▸ Exercise objective
Report back each line of the records that contains the string "lines".
═════ Extracted entries ═════
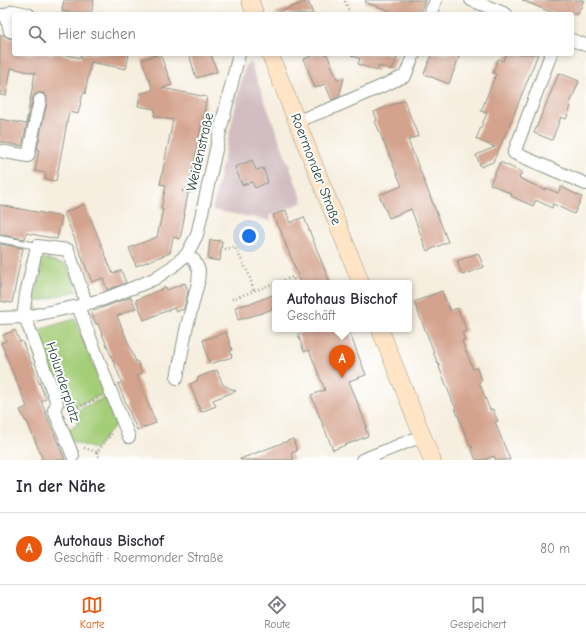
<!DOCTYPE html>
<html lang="de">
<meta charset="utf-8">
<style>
body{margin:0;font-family:"Comic Neue",sans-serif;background:#f7f7f7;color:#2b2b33}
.you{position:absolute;left:249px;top:236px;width:14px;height:14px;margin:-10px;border:3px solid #fff;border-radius:50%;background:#1a73e8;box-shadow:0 0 0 6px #1a73e833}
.badge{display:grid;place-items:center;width:26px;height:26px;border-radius:50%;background:#ea580c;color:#fff;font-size:13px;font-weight:700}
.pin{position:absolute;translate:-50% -33px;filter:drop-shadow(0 1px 2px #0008)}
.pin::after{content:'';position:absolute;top:21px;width:14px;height:12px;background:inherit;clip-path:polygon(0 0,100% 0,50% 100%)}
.popup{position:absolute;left:272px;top:280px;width:140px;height:52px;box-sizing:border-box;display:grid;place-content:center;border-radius:4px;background:#fff;filter:drop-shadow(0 1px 3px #0005);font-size:13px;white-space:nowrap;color:#7c7c81}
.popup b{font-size:15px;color:#2b2b33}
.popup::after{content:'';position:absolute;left:50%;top:100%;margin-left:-8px;border:8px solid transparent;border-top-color:#fff}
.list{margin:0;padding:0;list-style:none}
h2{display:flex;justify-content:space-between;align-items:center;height:52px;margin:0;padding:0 16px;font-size:17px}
h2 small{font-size:13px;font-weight:400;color:#7c7c81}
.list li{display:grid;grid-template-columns:26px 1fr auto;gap:12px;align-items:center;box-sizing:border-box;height:72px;padding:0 16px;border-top:1px solid #e1e1e2}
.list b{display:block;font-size:15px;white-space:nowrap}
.list p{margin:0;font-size:13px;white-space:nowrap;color:#7c7c81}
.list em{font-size:13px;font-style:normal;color:#7c7c81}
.icon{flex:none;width:22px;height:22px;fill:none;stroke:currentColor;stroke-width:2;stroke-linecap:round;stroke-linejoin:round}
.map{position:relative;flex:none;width:586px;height:460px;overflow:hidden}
.search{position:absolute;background:#fff;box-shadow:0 2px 6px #0003;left:12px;right:12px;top:12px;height:44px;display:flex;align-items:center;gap:10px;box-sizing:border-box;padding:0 14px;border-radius:4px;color:#7c7c81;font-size:15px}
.sheet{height:124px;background:#fff}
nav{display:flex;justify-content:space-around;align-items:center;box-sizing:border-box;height:56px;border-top:1px solid #e1e1e2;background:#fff;font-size:11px;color:#7c7c81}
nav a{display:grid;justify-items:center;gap:2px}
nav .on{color:#ea580c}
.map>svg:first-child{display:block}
.industrial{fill:#d2bec2}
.green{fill:#a4cd78;stroke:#628556}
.building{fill:#d4a38d}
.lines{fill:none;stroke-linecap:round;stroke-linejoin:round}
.lane-casing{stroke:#8a9689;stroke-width:8}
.street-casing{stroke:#8a9689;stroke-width:14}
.secondary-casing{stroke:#8a9689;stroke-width:18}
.path{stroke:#8a9689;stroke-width:2.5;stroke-dasharray:1 3;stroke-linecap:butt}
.lane{stroke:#fff;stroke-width:6}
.street{stroke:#fff;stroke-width:12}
.secondary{stroke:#ffe4c6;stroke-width:17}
.labels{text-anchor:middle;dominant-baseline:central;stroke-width:4;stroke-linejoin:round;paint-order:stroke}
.street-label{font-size:14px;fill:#1f3d34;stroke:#fff}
</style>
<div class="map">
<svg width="586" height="460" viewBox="0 0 586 460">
<rect width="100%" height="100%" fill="#fff"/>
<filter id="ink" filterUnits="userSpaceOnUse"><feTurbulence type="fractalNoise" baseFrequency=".025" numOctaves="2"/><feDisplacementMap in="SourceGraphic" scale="8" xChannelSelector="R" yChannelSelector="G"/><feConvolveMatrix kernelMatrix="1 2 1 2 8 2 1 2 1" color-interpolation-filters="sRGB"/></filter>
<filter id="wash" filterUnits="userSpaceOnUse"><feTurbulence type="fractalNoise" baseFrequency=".012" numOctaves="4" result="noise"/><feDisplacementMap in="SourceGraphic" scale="16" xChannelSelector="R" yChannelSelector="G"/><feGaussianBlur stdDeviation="0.9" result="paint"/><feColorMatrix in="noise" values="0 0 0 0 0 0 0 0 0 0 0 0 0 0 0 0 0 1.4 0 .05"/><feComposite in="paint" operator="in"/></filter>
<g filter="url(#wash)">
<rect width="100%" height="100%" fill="#f6eede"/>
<path class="industrial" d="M250 62 303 202 269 216 272 221 212 210 245 65Z"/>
<path class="green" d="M43 258 67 265 77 291 36 302 38 311 32 312 29 309 28 305H34L42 267 37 264 39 261Z
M75 319 104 390 102 395 76 406 64 404 60 398 34 331Z
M106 397 116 424 95 449 71 441 66 430 78 425 73 412Z"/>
<g id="blocks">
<path class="building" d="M64 0H94L91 14H81L62 11Z
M366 0H425L420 14H390L391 11 365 2Z
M522 0H584L578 14H555Z
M308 1 313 14H275V13Z
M0 35H4L8 38 14 39V54H60L81 58V54H129L126 69 91 62 85 94 83 93 78 114 69 112 56 181 45 179 46 173 35 171 39 149H37L47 102V97L45 94 42 93H38L35 95 33 98 22 146 0 142V119L26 124 35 73 11 68 6 96 0 95Z
M159 54H160L172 85 162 88 207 97 184 214H185L180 239 173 237 170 253 136 266 129 248 157 237 163 209H161L166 185 160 184 173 120 154 116 155 109 138 106 140 94 153 90 142 60Z
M189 54H211L217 72 196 78Z
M316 54H327L337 79 344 77 339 97 332 100 325 84 315 88 304 59Z
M351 54H386L397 58 392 70 379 66 377 71 358 64 360 59 351 55Z
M432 54H460L449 84 424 74Z
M506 54H538L512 119 493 162 481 167 476 155 495 147 476 139 487 113 481 111 496 74 493 73 498 59 503 61Z
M559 73 579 81 569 106 571 107 566 119 561 117 552 140 534 133Z
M404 100 418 136 408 140 448 242 427 251 411 209 389 218 379 195 402 186 375 121 377 120 374 112Z
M252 160 256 170 263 168 268 182 255 188 252 182 242 185 235 167Z
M500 162 522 172 519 178 545 190 546 188 558 193 561 187 582 197 574 214 553 204 552 208 536 200 533 206 511 196 512 194 490 184Z
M85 204 113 274 121 270 126 283 107 290 103 278 92 282 64 213Z
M0 205 62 217 57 239 26 233 25 239 0 235Z
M286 210 290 223 304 217 330 283H301L279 227H278L273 215Z
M210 240 222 241 220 261 208 259Z
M0 244 23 248 12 303 0 301Z
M478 253 484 267 462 275 457 261Z
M185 283 188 290 187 297 184 298 186 301 184 309 176 312 174 308 144 320 136 300 166 287 167 290Z
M442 291 450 311 457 308 467 331 462 333 465 340 462 341 473 369 477 368 479 374 482 380 479 382 490 410 493 409 495 415 498 421 495 422 510 460H496L494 456 484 460H476L471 448 473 447 470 446 455 408 456 407 454 405 439 367 440 366 438 364 433 352H434L414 302Z
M275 294V308L259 314 238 320 235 307 253 303Z
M131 297 136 308 117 316 136 362H138L142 374 137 376 156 423 137 430 118 384 122 382 98 324H96L91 312Z
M305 329H348L366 375 349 381 367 427H365L368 436 333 450 311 395 325 390 309 350 304 352 298 334 306 331Z
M15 330 20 342 22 341 46 399 41 401 65 460H43L27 421 26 422 20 410 27 407 1 343 6 341 3 335Z
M226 332 232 350 230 351 232 357 210 364 203 340Z
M217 370 223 385 236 391 213 400 216 406 201 412 190 384 197 381 199 377Z
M293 439 297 451 291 453 294 460H240V459Z"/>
</g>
</g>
<g filter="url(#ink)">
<use href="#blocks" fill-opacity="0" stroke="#8a9689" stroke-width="1"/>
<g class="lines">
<defs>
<path id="lane" d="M0 239 37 246"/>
<path id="street" d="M471 0 506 14
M430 14 436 0
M0 15H6L13 11 28 14
M6 15 10 31 14 32
M572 40 586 45
M551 54 514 153 586 184
M297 121 332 108 405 76 414 54
M0 151 28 156 40 100
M78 306 107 382 129 437
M25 317 57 403 54 410 73 456
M0 318 25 317 78 306 104 299 135 287 154 279 172 267 187 254 197 235 221 127 239 54
M23 318 26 294 37 246 68 250 82 290 86 304
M177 378 186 330 198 283 199 270 194 260 187 254
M362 460 422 436"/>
<path id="secondary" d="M250 0 255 14
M270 54 361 283
M380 329 432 460"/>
</defs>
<use href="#lane" class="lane-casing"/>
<use href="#street" class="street-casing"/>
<use href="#secondary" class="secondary-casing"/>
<path class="path" d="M345 1 350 14
M182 191 194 193
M225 249 235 247 249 275 254 291
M276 283 293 277 295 283
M232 299 275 283
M67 412 99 398
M84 448 97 452 113 432
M97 452 100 460"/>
<use href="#lane" class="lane"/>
<use href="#street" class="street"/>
<use href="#secondary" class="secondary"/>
</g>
</g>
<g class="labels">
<g class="street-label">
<text transform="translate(200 152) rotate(-77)">Weidenstraße</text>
<text transform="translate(316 169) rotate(69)">Roermonder Straße</text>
<text transform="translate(63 382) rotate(72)">Holunderplatz</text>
</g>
</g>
</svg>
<div class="you"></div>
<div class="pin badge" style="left:342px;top:378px">A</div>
<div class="popup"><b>Autohaus Bischof</b>Geschäft</div>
<div class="search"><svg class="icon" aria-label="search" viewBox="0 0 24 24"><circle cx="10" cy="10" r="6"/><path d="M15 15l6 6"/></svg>Hier suchen</div>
</div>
<section class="sheet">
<h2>In der Nähe<small></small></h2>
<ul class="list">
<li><span class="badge">A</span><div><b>Autohaus Bischof</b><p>Geschäft · Roermonder Straße</p></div><em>80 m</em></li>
</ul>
</section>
<nav>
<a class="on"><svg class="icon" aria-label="map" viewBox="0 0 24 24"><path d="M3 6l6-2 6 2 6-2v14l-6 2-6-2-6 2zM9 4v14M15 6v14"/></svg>Karte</a>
<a><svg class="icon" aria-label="directions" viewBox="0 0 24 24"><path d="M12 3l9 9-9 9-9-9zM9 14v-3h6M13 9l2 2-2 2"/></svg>Route</a>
<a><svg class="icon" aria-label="saved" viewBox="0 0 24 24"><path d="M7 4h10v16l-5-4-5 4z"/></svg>Gespeichert</a>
</nav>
═════
▸ Response to the exercise
.lines{fill:none;stroke-linecap:round;stroke-linejoin:round}
<g class="lines">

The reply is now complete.